>>>>>

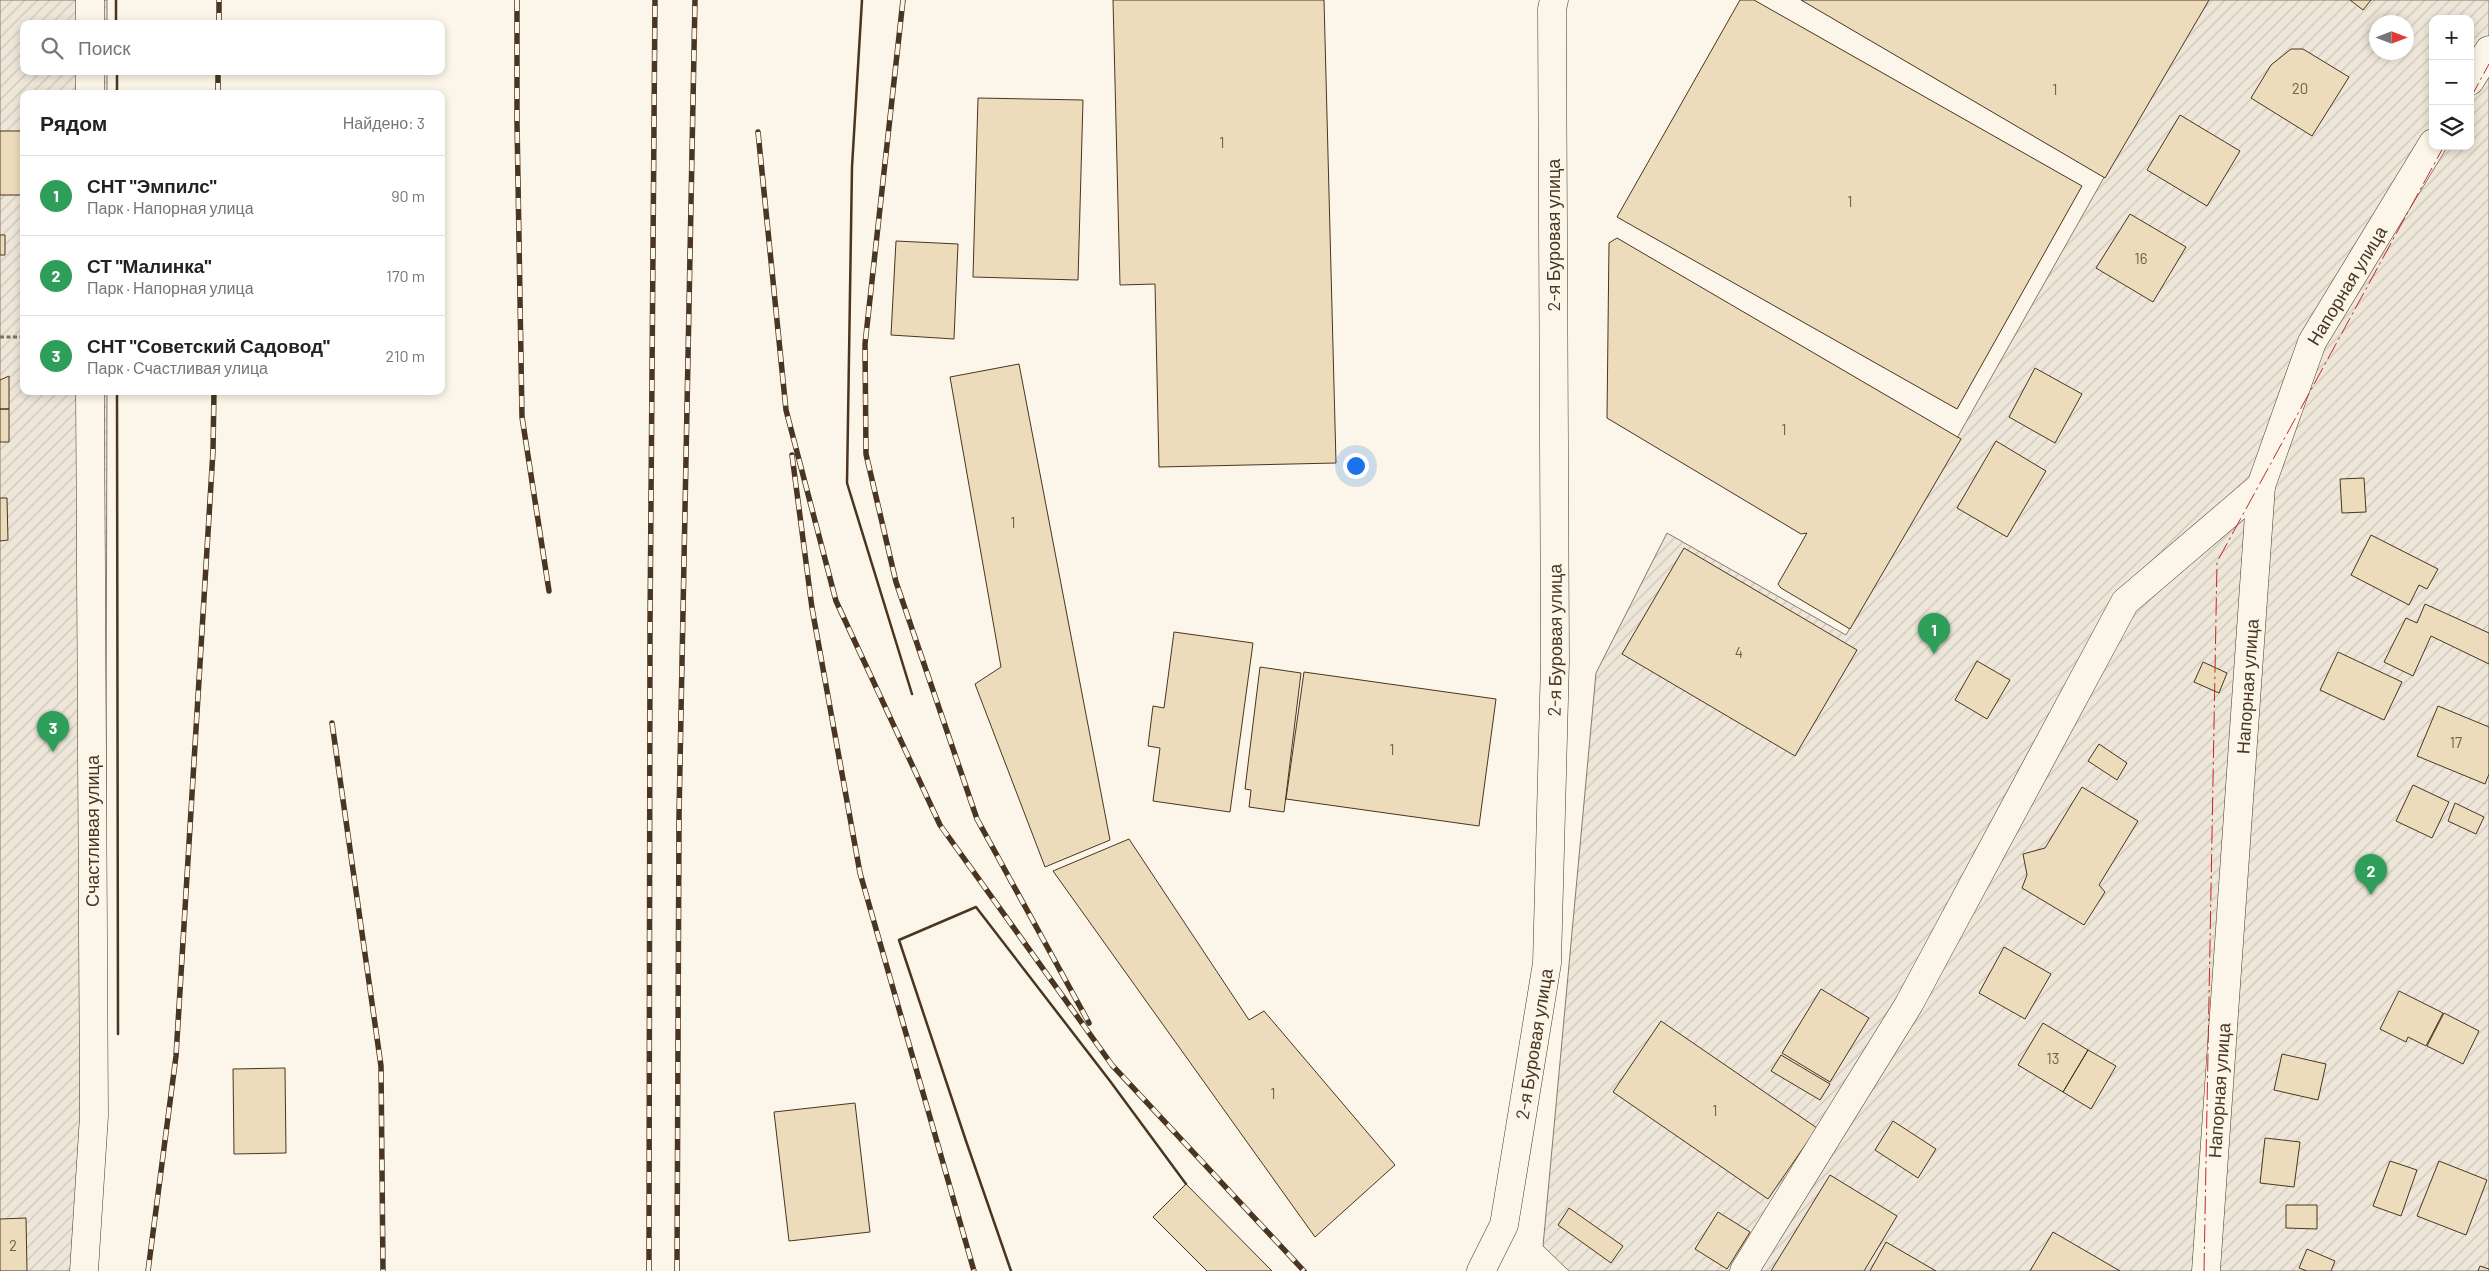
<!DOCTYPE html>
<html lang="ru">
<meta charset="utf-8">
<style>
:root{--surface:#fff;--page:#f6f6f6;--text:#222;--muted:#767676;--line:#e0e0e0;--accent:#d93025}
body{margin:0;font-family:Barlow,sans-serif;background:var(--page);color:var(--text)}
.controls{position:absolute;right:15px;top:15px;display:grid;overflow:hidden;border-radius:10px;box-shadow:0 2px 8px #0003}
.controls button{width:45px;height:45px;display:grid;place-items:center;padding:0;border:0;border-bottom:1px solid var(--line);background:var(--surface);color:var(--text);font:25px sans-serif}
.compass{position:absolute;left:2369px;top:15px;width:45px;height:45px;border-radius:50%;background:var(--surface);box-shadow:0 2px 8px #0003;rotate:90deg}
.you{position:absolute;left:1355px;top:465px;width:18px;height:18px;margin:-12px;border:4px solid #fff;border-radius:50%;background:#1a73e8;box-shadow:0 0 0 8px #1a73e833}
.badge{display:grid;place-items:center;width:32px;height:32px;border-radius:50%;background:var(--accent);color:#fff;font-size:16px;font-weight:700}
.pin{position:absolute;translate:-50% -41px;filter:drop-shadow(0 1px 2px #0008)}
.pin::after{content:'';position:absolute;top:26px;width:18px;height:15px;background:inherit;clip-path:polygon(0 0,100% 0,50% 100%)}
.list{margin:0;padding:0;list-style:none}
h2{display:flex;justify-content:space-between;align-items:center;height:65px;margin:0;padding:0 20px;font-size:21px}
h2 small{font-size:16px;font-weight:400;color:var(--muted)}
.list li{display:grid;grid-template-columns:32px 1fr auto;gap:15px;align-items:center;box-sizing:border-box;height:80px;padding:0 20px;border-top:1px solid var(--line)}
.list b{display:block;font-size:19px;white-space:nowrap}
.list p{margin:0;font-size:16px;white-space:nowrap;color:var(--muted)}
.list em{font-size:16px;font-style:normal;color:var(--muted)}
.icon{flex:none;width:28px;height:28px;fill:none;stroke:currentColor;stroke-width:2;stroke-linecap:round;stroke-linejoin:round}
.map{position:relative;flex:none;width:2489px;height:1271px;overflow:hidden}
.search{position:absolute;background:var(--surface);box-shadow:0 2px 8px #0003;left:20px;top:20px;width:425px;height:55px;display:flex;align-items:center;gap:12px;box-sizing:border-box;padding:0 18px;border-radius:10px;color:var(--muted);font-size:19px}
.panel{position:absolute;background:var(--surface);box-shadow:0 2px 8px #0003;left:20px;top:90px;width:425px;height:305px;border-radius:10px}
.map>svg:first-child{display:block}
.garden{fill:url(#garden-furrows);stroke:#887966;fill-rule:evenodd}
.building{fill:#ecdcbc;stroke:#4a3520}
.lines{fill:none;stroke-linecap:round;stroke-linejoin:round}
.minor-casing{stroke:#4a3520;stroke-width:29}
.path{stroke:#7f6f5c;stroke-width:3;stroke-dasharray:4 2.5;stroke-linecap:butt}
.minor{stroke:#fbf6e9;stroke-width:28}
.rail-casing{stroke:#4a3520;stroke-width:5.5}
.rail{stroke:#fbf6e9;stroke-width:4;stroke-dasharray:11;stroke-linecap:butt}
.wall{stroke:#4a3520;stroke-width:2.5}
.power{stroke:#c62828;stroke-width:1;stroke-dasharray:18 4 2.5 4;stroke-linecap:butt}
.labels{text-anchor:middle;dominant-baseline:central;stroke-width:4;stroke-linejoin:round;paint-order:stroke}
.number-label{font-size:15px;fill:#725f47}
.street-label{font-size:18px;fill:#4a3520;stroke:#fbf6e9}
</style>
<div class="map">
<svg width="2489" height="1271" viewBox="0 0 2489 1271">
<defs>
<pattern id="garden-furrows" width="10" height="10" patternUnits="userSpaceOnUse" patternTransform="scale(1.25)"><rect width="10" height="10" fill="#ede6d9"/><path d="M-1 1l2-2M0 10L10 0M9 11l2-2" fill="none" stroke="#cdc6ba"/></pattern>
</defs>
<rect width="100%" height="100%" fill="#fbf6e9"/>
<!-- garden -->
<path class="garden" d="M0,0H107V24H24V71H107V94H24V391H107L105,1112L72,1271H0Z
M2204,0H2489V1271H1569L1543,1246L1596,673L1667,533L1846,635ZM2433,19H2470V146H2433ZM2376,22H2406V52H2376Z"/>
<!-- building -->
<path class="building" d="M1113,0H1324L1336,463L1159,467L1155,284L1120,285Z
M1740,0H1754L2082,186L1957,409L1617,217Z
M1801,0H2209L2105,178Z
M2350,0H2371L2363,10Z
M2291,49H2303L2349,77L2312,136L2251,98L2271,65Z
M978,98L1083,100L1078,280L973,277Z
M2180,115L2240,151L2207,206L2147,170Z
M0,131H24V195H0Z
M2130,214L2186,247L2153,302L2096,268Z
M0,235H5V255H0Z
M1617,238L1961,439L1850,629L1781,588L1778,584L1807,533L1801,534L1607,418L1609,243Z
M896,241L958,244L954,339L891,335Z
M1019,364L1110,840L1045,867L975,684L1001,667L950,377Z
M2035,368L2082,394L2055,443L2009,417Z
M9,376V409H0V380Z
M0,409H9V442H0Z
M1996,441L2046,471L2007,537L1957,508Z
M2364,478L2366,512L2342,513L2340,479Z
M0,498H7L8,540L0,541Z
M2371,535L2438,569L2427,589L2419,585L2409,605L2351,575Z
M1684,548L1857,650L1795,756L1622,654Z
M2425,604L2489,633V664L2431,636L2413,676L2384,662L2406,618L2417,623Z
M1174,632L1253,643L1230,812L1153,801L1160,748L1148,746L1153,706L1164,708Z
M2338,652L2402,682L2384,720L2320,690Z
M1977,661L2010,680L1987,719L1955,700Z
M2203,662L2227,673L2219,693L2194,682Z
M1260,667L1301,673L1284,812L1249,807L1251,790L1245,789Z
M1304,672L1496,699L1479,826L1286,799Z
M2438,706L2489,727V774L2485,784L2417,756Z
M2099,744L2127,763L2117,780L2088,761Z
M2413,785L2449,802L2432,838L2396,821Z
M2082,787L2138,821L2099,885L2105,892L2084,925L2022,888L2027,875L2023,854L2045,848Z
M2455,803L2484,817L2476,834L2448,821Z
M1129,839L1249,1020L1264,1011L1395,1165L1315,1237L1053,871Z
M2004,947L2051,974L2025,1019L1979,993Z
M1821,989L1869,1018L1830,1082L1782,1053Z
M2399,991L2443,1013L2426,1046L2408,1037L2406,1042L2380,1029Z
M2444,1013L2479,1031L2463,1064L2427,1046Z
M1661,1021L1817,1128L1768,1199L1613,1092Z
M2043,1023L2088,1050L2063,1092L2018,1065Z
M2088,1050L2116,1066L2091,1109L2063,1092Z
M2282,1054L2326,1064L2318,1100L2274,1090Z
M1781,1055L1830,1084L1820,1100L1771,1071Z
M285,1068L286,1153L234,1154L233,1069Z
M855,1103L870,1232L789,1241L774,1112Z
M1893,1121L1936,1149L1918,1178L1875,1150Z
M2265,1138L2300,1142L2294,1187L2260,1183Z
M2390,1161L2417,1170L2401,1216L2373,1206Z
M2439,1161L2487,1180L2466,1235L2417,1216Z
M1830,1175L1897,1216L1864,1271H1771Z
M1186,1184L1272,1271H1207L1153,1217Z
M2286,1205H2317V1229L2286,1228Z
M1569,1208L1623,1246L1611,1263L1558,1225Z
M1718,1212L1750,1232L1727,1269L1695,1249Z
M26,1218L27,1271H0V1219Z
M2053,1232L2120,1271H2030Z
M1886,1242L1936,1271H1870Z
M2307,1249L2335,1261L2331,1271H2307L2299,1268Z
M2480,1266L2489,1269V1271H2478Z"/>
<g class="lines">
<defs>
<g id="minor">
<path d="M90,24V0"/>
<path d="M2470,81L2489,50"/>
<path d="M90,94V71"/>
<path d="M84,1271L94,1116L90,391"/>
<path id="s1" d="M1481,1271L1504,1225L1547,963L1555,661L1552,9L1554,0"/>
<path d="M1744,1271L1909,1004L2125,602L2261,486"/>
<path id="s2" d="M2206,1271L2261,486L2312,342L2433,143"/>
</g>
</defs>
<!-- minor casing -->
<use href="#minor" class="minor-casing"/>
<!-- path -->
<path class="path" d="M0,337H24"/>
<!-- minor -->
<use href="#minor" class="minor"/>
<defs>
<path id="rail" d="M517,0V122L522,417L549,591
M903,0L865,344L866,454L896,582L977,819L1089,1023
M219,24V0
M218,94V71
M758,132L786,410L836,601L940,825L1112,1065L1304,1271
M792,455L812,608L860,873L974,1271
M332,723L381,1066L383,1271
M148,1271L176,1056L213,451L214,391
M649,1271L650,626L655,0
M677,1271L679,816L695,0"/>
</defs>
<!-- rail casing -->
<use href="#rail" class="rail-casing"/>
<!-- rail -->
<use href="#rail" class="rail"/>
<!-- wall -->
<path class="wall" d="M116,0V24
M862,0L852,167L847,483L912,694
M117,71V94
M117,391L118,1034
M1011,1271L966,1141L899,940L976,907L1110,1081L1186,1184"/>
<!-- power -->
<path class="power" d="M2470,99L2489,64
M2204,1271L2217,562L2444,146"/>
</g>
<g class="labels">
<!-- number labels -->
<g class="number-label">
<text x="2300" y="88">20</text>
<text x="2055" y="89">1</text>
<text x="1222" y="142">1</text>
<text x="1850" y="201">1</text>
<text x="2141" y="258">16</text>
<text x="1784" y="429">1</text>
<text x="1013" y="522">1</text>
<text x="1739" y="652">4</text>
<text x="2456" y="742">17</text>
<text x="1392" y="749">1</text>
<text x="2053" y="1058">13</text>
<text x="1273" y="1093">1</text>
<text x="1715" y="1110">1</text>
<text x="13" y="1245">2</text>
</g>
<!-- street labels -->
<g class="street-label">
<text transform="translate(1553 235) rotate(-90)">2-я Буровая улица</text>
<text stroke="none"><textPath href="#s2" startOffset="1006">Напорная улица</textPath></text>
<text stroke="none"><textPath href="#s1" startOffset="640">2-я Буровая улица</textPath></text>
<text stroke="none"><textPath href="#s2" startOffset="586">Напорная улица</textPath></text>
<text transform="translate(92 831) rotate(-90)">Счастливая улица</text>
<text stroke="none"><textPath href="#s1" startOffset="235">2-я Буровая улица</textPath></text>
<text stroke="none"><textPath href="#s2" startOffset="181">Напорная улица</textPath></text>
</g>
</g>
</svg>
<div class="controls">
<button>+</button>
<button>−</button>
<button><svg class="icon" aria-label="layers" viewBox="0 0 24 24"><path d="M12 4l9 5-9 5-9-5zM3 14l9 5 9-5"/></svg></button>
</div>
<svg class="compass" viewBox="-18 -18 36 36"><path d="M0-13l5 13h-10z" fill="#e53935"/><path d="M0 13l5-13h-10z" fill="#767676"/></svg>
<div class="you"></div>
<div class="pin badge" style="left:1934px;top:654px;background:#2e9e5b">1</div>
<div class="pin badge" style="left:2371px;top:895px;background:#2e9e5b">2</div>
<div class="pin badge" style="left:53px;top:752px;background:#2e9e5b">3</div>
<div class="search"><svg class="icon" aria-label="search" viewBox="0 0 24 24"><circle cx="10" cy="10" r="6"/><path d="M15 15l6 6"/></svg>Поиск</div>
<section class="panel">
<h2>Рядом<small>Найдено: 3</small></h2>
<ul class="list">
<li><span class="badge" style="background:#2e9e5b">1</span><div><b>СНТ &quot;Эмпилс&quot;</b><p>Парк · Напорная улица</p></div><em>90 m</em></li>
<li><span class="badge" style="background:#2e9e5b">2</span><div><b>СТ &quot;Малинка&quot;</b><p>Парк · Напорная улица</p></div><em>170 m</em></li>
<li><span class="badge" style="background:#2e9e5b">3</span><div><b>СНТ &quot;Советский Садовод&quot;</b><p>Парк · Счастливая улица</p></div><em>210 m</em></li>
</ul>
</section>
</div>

<<<<<

▶ **Problem to work on**:
Reply with nothing but the number of lines in the data that include the word "linejoin".

▶ **Expected output**:
3